Was passiert in einer toxischen Beziehung?

Du wirst kritisiert, beschimpft, beleidigt, verletzt. Dein Partner achtet auf deine Gefühle genauso wenig wie auf deine Bedürfnisse. Er stellt sich über dich, es zählen nur seine Interessen, er wird ausfallend und glaubt, er hat das Recht, dich zu bestrafen, wenn du ihm/ihr nicht ausreichend huldigst oder Widerstand leistest. Ein toxischer Partner streitet überdies auch noch ab, dass er tut was er tut, dass er dich verletzt und erniedrigt. Wenn er oder sie sauer auf dich ist, bist du natürlich daran schuld. Andere Menschen kommen mit ihm ganz prima aus, nur du, immer wieder nur du bist der Mensch in seinem Leben, mit dem er solche Schwierigkeiten hat. Ihr lebt allerdings zusammen, seid verheiratet, habt gemeinsame Kinder. Da ist es natürlich nicht so einfach, so einen Menschen einfach hinter sich zu lassen und den Kontakt abzubrechen – auch wenn das ratsam ist. Aber ein solcher Schritt braucht auch eine gute Vorbereitung und ich kenne niemanden, der nicht vorher schon endlose Versuche unternommen hätte, um die Beziehung noch zu retten. Normalerweise ist ja auch jedem Menschen klar, dass eine gute Beziehung Arbeit bedeutet, und zwar für beide Partner. Nur – stellt man irgendwann fest, dass man es mit einem toxischen Partner zu tun hat, kann man eigentlich nur noch eines tun: Die Beziehung beenden.

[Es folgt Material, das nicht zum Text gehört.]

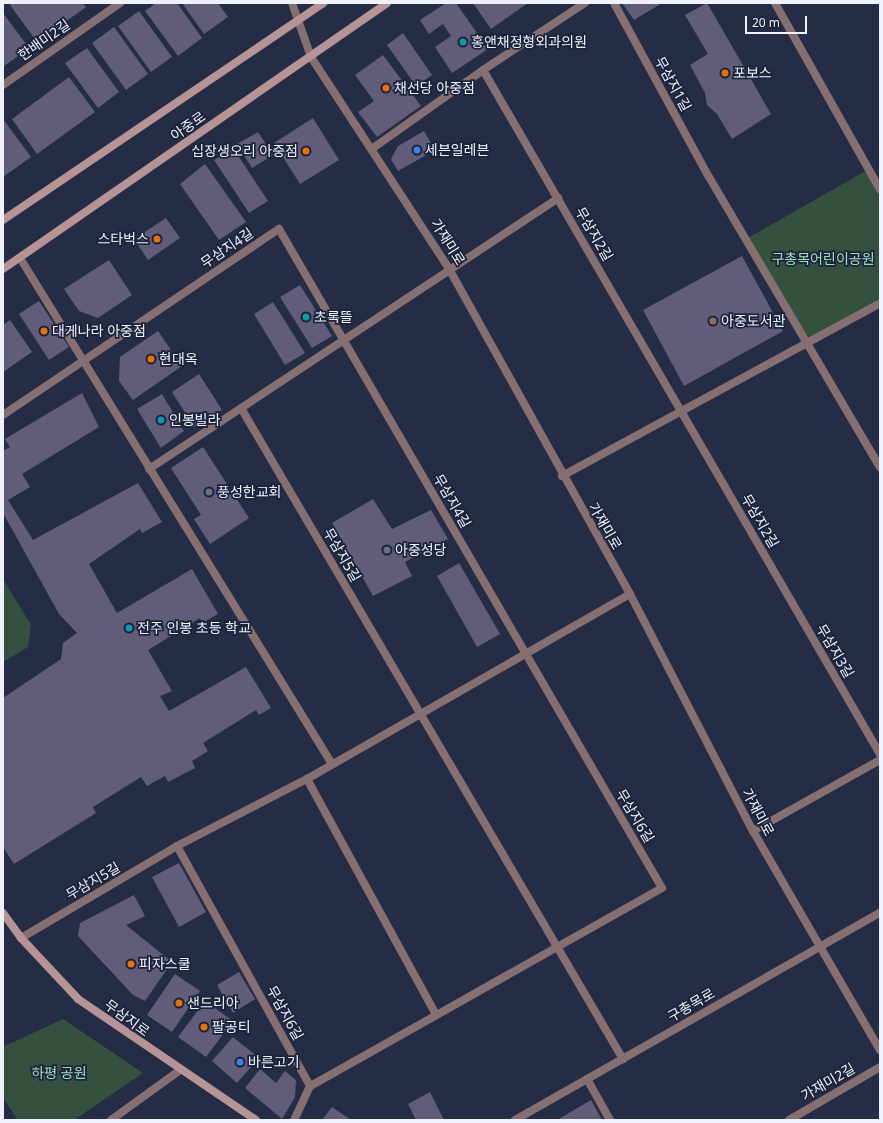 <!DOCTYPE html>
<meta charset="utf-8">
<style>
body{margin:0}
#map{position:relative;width:883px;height:1123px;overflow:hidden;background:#252d46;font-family:"Noto Sans","Noto Sans KR",sans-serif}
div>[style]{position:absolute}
.green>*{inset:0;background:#345140}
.building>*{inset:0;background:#605c7a}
.street>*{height:8px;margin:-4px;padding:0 4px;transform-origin:4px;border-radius:4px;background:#856f71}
.secondary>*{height:8px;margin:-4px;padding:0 4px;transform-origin:4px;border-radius:4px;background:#b69496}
.dots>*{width:11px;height:11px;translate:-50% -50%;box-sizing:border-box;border:2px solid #1c233b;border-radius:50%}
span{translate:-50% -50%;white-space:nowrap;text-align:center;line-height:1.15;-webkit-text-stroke:3.5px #1c233b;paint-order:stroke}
.street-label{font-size:14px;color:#eff2fc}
.poi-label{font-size:14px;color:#eff2fc}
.left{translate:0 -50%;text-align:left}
.right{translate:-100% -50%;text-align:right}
.park-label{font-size:14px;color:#9be1b8}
.frame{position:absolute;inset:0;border:4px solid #eff2fc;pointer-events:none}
.scale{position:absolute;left:745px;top:16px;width:62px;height:18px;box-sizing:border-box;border:2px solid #eff2fc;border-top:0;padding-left:5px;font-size:12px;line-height:14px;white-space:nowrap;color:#eff2fc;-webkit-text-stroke:3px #1c233b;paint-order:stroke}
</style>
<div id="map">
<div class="green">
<div style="clip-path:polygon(869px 169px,880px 189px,880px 303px,807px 343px,746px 239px)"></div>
<div style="clip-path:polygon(3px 579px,31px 625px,28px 647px,3px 662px)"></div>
<div style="clip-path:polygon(63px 1019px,143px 1073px,74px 1120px,18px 1120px,3px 1098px,3px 1047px)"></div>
</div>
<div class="building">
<div style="clip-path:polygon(13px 3px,83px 3px,86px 7px,37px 42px,10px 5px)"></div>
<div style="clip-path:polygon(156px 3px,177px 3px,202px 38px,178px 56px,145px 11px)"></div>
<div style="clip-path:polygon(182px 3px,218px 3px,228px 17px,204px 34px)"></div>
<div style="clip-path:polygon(446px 3px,456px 3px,488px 49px,452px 73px,435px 47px,451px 36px,443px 24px,429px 34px,420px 20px)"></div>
<div style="clip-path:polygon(473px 3px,528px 3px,491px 29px)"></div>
<div style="clip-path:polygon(622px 3px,662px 3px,634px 20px)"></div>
<div style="clip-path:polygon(707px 3px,771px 114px,732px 139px,717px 114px,707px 105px,705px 93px,690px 65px,708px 54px,685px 15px)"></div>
<div style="clip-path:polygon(139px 11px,172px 57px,151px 72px,118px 26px)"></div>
<div style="clip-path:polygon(3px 13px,29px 48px,3px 67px)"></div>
<div style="clip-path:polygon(114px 27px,148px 74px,126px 90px,92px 43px)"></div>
<div style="clip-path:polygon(403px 33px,432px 75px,416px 86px,387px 45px)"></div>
<div style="clip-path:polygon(87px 48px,119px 92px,98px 108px,65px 63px)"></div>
<div style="clip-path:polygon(383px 55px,421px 106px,377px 137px,358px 112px,374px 101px,355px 75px)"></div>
<div style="clip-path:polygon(69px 77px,95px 112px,37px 154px,12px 119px)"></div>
<div style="clip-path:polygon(313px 118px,339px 160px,300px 184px,274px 143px)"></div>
<div style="clip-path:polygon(3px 119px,31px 157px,3px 177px)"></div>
<div style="clip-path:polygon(424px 131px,435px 150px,398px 171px,391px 159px,398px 146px)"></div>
<div style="clip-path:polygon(258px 132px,273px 155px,252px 168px,237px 144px)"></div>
<div style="clip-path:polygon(233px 148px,268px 201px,249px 213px,214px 160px)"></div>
<div style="clip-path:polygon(205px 164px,246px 222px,219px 240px,180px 184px)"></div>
<div style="clip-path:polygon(166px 218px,180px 238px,148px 260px,134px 239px)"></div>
<div style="clip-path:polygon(742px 256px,783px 331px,684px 386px,643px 310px)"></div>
<div style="clip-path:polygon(109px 260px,132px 295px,98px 318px,79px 311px,64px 289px)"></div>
<div style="clip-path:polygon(300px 285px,332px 336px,312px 348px,280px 297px)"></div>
<div style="clip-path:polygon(39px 301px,69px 347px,49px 360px,19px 314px)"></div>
<div style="clip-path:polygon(273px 302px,305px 353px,285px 365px,254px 314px)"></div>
<div style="clip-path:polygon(10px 320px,32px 352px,3px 372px,3px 325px)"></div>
<div style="clip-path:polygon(158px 331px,182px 366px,133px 400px,119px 381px,120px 357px)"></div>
<div style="clip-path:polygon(199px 374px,222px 410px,194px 427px,172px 392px)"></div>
<div style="clip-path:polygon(82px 393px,99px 427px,22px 474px,30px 487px,8px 500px,33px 540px,138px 483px,162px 522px,142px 533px,140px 529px,89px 564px,117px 613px,192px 569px,218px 614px,202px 623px,200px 618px,148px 650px,172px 691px,160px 696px,169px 711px,246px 667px,271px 708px,259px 715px,256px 710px,203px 743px,208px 751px,192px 761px,195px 768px,168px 782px,165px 776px,147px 786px,141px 777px,93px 807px,96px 813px,14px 864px,3px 847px,3px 698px,61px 659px,63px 643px,77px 633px,59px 614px,3px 513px,3px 451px,10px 447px,5px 439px)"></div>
<div style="clip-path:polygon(162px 394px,184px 431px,161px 448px,137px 409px)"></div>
<div style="clip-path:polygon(203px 447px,249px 518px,210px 544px,194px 519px,201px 515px,171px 468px)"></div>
<div style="clip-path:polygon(373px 499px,392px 529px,431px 510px,448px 539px,405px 562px,412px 576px,373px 596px,332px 523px)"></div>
<div style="clip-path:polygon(459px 563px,500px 634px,477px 647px,437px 576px)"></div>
<div style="clip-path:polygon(179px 863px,206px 912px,179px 927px,152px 877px)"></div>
<div style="clip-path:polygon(134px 895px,145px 916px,126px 925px,172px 962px,145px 1001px,133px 995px,78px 936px,80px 923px)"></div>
<div style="clip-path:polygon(239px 972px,255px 999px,233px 1013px,217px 985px)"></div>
<div style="clip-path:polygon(175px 974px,200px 991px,172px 1032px,147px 1015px)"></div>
<div style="clip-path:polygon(205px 1001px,233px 1021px,206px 1057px,178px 1037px)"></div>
<div style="clip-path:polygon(233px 1037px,259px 1058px,237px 1083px,212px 1061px)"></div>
<div style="clip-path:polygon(260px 1069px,276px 1083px,285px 1071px,296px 1080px,295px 1097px,282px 1119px,245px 1088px)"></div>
<div style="clip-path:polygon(430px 1092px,444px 1120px,416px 1120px,408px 1104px)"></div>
<div style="clip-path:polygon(591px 1100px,602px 1120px,557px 1120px)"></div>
<div style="clip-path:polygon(332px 1107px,351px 1120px,322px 1120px)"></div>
</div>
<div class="street">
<div style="left:292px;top:3px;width:57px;rotate:70.6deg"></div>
<div style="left:311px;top:57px;width:251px;rotate:56.9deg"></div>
<div style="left:448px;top:267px;width:374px;rotate:60.9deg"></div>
<div style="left:630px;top:594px;width:267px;rotate:62.6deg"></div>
<div style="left:753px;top:831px;width:253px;rotate:59.9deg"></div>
<div style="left:614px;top:3px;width:198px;rotate:61.4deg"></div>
<div style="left:709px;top:177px;width:337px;rotate:59.5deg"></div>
<div style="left:775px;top:3px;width:214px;rotate:60.6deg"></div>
<div style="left:483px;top:70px;width:791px;rotate:59.87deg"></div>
<div style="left:3px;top:85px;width:143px;rotate:-35deg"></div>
<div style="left:373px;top:148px;width:135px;rotate:-35.3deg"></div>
<div style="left:483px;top:70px;width:122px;rotate:-33.3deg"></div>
<div style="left:20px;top:258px;width:594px;rotate:58.34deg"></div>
<div style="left:241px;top:408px;width:755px;rotate:59.6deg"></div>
<div style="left:3px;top:415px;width:333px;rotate:-34deg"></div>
<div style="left:279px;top:229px;width:762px;rotate:59.84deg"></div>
<div style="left:662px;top:888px;width:404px;rotate:150.6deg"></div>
<div style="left:310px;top:1086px;width:38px;rotate:115deg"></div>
<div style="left:149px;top:469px;width:491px;rotate:-33.5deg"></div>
<div style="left:562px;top:476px;width:362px;rotate:-28.5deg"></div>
<div style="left:307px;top:779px;width:269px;rotate:61.3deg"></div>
<div style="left:753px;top:831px;width:145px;rotate:-29.2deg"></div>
<div style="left:177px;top:846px;width:274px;rotate:61deg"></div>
<div style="left:21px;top:938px;width:181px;rotate:-30.5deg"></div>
<div style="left:177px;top:846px;width:146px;rotate:-27.3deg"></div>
<div style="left:307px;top:779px;width:372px;rotate:-29.8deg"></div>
<div style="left:587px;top:1079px;width:47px;rotate:60.7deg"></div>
<div style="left:111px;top:1120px;width:84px;rotate:-35.8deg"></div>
<div style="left:515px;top:1120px;width:420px;rotate:-29.6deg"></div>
<div style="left:789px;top:1120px;width:105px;rotate:-30.2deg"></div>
</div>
<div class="secondary">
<div style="left:3px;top:220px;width:387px;rotate:-34.1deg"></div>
<div style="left:3px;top:269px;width:467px;rotate:-34.7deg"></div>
<div style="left:3px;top:913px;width:31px;rotate:54deg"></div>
<div style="left:21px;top:938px;width:83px;rotate:46.9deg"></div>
<div style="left:78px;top:999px;width:215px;rotate:34.2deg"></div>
</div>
<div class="dots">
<div style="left:463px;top:42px;background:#0f9aa8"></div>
<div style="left:725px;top:73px;background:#e8710a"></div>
<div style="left:386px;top:88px;background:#e8710a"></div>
<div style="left:417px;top:150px;background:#3f7fe0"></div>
<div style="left:306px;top:151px;background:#e8710a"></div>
<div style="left:157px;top:239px;background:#e8710a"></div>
<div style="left:306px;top:317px;background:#0f9aa8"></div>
<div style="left:713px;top:321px;background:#8d6e63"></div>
<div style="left:44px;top:331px;background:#e8710a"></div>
<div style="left:151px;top:359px;background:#e8710a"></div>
<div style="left:161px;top:420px;background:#0f9aa8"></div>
<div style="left:209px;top:492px;background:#6b7280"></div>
<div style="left:387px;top:550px;background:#6b7280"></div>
<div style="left:129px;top:628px;background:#0f9aa8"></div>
<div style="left:131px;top:964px;background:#e8710a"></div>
<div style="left:179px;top:1003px;background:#e8710a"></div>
<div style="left:204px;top:1027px;background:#e8710a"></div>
<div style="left:240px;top:1062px;background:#3f7fe0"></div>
</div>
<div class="street-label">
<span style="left:44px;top:40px;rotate:-35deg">한배미2길</span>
<span style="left:673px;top:84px;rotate:61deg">무삼지1길</span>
<span style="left:188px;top:126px;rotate:-35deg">아중로</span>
<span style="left:594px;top:234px;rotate:60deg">무삼지2길</span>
<span style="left:448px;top:242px;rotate:58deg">가재미로</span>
<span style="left:227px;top:248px;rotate:-34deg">무삼지4길</span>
<span style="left:452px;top:501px;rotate:60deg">무삼지4길</span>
<span style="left:760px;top:521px;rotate:60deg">무삼지2길</span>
<span style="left:605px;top:526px;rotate:60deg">가재미로</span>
<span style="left:342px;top:555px;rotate:60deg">무삼지5길</span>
<span style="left:835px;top:651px;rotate:60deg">무삼지3길</span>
<span style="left:758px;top:812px;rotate:62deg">가재미로</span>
<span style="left:635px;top:816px;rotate:59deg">무삼지6길</span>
<span style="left:93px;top:881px;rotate:-30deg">무삼지5길</span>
<span style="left:691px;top:1005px;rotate:-30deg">구총목로</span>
<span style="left:285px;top:1013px;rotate:61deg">무삼지6길</span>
<span style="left:127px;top:1018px;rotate:36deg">무삼지로</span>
<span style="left:828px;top:1082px;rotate:-30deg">가재미2길</span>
</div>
<div class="poi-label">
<span class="left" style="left:471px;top:42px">홍앤채정형외과의원</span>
<span class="left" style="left:733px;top:73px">포보스</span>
<span class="left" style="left:394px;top:88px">채선당 아중점</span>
<span class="left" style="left:425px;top:150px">세븐일레븐</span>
<span class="right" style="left:298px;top:151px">십장생오리 아중점</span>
<span class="right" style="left:149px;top:239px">스타벅스</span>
<span class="left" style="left:314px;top:317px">초록뜰</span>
<span class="left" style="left:721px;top:321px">아중도서관</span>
<span class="left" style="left:52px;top:331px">대게나라 아중점</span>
<span class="left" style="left:159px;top:359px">현대옥</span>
<span class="left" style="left:169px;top:420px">인봉빌라</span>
<span class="left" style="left:217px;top:492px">풍성한교회</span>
<span class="left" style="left:395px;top:550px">아중성당</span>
<span class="left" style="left:137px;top:628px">전주 인봉 초등 학교</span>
<span class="left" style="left:139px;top:964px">피자스쿨</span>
<span class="left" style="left:187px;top:1003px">샌드리아</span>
<span class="left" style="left:212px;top:1027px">팔공티</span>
<span class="left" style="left:248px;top:1062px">바른고기</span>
</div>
<div class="park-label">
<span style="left:823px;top:259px">구총목어린이공원</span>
<span style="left:59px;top:1073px">하평 공원</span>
</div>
<div class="frame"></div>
<div class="scale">20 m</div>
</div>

Jahrelange Opferhaltung macht alles nur noch schlimmer. Du weißt doch auch, wenn es läuft, dann läuft es. Dinge, die sich über Jahre eingespielt haben, weil man es zugelassen hat, werden nicht besser, sondern mit der Zeit immer schlimmer. Einen wahrhaft toxischen Partner kann man übrigens auch mit der allerbesten Strategie nicht bremsen, um damit eine harmonische Beziehung zu erreichen. So jemand wird nämlich weiterhin alles dransetzen, um dich zu zermürben. Aber – wehret den Anfängen, das darf man in diesem Zusammenhang ruhig einmal so sagen. Wenn du solches Verhalten bei deinem Partner bemerkst, musst du ihm sofort deutliche Grenzen setzen. Ein nicht-toxischer Partner kann mal eine schlechte Phase haben, wird aber eine gesetzte Grenze akzeptieren und sein Verhalten umstellen. Ein toxischer Partner jedoch wird – auch bei den allerbesten Strategien – sich immer noch ein Stück schlimmer verhalten. Es ist ein schleichender Prozess, der Jahre dauern kann und die Beziehung immer unaushaltbarer macht.

Was macht das mit dir?

Du kommst aus dem Grübeln nicht mehr heraus. Du fragst dich ständig, was du tun kannst, damit er/sie wieder freundlicher zu dir ist, deine Gefühle und Interessen berücksichtigt, mehr auf dich eingeht, statt dich wie einen Dienstboten zu behandeln. Du wirst wahrscheinlich immer wieder versuchen, vernünftige Gespräche zu führen, denn es ist dir doch wichtig, eure Beziehung zu retten, und dass dein Partner dich versteht. Du fragst dich ständig, ob du nicht vielleicht zu empfindlich bist. Dein Bauch sagt dir, dass das alles nicht okay ist, was da läuft, aber andere Menschen, insbesondere dein Partner, sagen dir dann so was wie: „Du musst dir halt mal ein dickeres Fell zulegen.“ Einmal in diese Denkspiralen eingestiegen, kommst du kaum noch heraus: Du verlierst das Vertrauen in deine eigenen Gefühle, deine Selbstachtung, dein Selbstvertrauen. Du fühlst dich mit der Zeit immer schwächer und empfindest deinen Partner oder deine Partnerin als immer mächtiger. Du fühlst dich hilflos und ausgeliefert, kontrolliert, vielleicht sogar bedroht und manipuliert. Du drehst dich im Kreis und versuchst immer wieder, diesem Menschen alles recht zu machen, nimmst ihm alles ab, was er als anstrengend empfindet oder wozu er keine Lust hat, nimmst immer mehr Rücksicht auf ihn und seine Bedürfnisse und immer weniger Rücksicht auf dich selbst.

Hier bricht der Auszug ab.